DLCL ATS round-up, summer 2019

In my first summer as the DLCL ATS, I have concluded that the quarter’s reputation as a “slow” time is crucially overlooking all the conferences and events that get scheduled, precisely because it’s supposed to be “slow”. It’s certainly been quieter around the DLCL, with most faculty and students distributing themselves throughout the globe as soon as spring quarter ends, but distance has little impact on projects. Before the fall quarter gets too far underway, here’s a look back at the summer.

Existing projects

Global Medieval Sourcebook

Two undergrads, Nina Du and Tina Zhang, joined the project over the summer, courtesy of CESTA’s summer internship program. The direction I’d suggested for their work turned out to be a dead-end: the Versioning Machine performs well enough on mobile, and making further refinement would involve getting deep into the weeds of CSS. Instead, the students primarily worked on transcription and translation, and Nina did some work on a more mobile-friendly theme for the website.
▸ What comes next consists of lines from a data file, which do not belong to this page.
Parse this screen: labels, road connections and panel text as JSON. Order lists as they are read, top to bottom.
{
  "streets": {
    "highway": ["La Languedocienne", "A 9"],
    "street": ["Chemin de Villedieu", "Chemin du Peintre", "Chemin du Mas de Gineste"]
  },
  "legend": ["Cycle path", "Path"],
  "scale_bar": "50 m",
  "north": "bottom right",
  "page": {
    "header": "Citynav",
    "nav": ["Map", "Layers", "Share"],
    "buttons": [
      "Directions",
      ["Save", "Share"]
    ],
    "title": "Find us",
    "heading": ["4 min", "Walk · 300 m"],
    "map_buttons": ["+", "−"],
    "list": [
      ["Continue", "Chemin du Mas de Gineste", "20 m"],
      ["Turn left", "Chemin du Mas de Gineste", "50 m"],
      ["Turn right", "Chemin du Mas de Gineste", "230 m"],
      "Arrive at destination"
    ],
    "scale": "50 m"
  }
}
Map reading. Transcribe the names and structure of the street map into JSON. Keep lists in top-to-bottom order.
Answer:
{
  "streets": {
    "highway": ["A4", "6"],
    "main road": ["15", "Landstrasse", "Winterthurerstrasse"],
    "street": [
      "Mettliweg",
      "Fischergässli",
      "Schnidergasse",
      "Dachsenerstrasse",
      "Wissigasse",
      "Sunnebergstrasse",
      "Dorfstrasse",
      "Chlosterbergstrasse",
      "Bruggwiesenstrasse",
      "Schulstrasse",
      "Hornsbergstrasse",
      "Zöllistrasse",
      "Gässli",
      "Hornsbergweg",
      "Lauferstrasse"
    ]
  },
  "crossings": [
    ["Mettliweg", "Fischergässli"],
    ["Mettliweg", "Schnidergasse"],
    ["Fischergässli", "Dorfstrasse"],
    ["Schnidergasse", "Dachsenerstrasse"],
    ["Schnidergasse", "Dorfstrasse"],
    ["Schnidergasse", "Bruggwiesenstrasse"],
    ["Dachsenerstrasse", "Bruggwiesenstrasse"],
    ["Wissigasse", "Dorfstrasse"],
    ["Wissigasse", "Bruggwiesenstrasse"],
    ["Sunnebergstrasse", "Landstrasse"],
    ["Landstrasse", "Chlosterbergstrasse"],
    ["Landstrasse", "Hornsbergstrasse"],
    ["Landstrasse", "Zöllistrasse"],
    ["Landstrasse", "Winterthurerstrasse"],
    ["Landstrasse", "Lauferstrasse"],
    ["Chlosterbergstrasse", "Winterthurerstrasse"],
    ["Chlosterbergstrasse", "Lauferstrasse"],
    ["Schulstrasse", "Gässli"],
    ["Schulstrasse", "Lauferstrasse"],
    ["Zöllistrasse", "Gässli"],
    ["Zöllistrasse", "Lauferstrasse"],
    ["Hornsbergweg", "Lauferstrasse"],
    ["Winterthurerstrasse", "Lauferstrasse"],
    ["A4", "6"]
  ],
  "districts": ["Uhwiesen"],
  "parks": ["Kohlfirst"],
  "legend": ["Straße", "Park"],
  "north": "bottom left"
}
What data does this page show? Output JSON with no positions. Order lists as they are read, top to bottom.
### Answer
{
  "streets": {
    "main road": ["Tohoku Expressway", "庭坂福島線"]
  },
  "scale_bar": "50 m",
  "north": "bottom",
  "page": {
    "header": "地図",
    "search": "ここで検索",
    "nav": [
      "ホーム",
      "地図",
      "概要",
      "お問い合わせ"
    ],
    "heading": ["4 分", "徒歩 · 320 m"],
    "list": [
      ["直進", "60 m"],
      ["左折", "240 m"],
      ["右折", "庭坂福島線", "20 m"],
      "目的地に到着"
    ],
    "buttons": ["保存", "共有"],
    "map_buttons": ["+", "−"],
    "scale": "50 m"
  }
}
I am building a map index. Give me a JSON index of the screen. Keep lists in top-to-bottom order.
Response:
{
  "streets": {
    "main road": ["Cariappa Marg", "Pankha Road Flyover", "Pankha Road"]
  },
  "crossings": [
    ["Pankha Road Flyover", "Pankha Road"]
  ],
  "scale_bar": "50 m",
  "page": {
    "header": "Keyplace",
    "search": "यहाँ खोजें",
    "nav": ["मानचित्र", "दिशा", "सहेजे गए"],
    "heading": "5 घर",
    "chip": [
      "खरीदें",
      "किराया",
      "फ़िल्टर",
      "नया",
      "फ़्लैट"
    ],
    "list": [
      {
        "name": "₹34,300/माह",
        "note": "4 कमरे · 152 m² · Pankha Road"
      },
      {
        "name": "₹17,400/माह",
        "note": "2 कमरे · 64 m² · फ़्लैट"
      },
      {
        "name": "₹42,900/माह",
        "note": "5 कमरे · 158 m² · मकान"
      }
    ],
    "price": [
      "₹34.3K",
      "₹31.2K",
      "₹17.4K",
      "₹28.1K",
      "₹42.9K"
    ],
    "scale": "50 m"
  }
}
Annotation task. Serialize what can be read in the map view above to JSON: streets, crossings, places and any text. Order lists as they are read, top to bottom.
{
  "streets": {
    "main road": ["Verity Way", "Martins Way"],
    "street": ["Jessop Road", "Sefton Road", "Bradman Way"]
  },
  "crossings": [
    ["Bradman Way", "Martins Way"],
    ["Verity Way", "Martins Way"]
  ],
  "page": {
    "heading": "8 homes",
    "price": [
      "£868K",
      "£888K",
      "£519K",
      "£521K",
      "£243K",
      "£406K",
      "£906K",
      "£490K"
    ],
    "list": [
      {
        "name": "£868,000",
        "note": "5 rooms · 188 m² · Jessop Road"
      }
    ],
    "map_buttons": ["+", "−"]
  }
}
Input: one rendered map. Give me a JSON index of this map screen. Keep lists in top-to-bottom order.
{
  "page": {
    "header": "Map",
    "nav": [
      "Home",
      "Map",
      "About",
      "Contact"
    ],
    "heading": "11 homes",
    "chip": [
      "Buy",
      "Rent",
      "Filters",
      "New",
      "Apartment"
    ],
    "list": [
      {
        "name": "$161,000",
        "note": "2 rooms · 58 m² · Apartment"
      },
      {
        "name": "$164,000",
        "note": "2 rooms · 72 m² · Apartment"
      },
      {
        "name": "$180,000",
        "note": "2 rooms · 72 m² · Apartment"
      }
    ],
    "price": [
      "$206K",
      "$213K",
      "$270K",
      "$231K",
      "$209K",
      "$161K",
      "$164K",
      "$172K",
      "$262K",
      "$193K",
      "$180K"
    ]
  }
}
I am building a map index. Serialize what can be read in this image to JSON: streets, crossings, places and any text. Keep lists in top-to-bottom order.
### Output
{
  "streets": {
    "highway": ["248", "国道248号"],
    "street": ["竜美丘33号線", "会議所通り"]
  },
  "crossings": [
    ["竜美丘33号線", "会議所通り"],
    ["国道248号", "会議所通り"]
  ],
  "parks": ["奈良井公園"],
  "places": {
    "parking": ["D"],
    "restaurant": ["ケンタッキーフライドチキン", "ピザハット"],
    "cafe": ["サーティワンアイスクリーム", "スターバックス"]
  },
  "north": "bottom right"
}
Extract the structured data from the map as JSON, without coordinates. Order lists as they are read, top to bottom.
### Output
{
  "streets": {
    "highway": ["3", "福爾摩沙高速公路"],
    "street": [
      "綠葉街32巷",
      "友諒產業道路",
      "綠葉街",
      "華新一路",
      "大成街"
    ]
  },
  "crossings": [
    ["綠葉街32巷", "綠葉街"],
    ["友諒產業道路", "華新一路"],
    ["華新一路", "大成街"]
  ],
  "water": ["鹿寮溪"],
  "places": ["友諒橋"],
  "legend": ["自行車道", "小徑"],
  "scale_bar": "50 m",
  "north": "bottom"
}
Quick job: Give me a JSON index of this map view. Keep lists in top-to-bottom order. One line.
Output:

More recently, an opportunity has arisen for us to write a paper about GMS for “Seminar: A Journal of Germanic Studies”. I’m glad to have a deadline for making some progress on the restructuring of the project, focusing on publishing texts through our institutional digital repository rather than as a stand-alone website.

Entitled Opinions

The podcast wrapped up its latest season in the spring, and the team wanted to wait until the fall to deal with the long-term preservation of the recordings through the Stanford Digital Repository and rethinking the website, so this project has been on hold during the summer. I’m hopeful that new developments around how Stanford IT supports content management systems will give us a middle ground between the current site (run on a library server, with me for all technical support) and a minimal-computing option like Jekyll, which is much better for sustainability, but less intuitive for people to add content.

French Revolution Digital Archive (FRDA)

Officially launching the new Philologic-based text search is still on hold until an associated image collection is put in order. In the meantime, we’ve been talking about what will be involved in digitizing (and getting encoded in TEI) additional volumes of the Archives Parlementaires, which include some delightful and exceedingly miscellaneous content that will be a challenge to write a spec for.

Hebrew NLP

I was happy to meet up with Yael Netzer and Renata Keydar in person at DH 2019 in Utrecht. Other than preparing a description for the Poetic Media Lab website, this project has been mostly quiet over the summer, and I imagine work will resume in the fall.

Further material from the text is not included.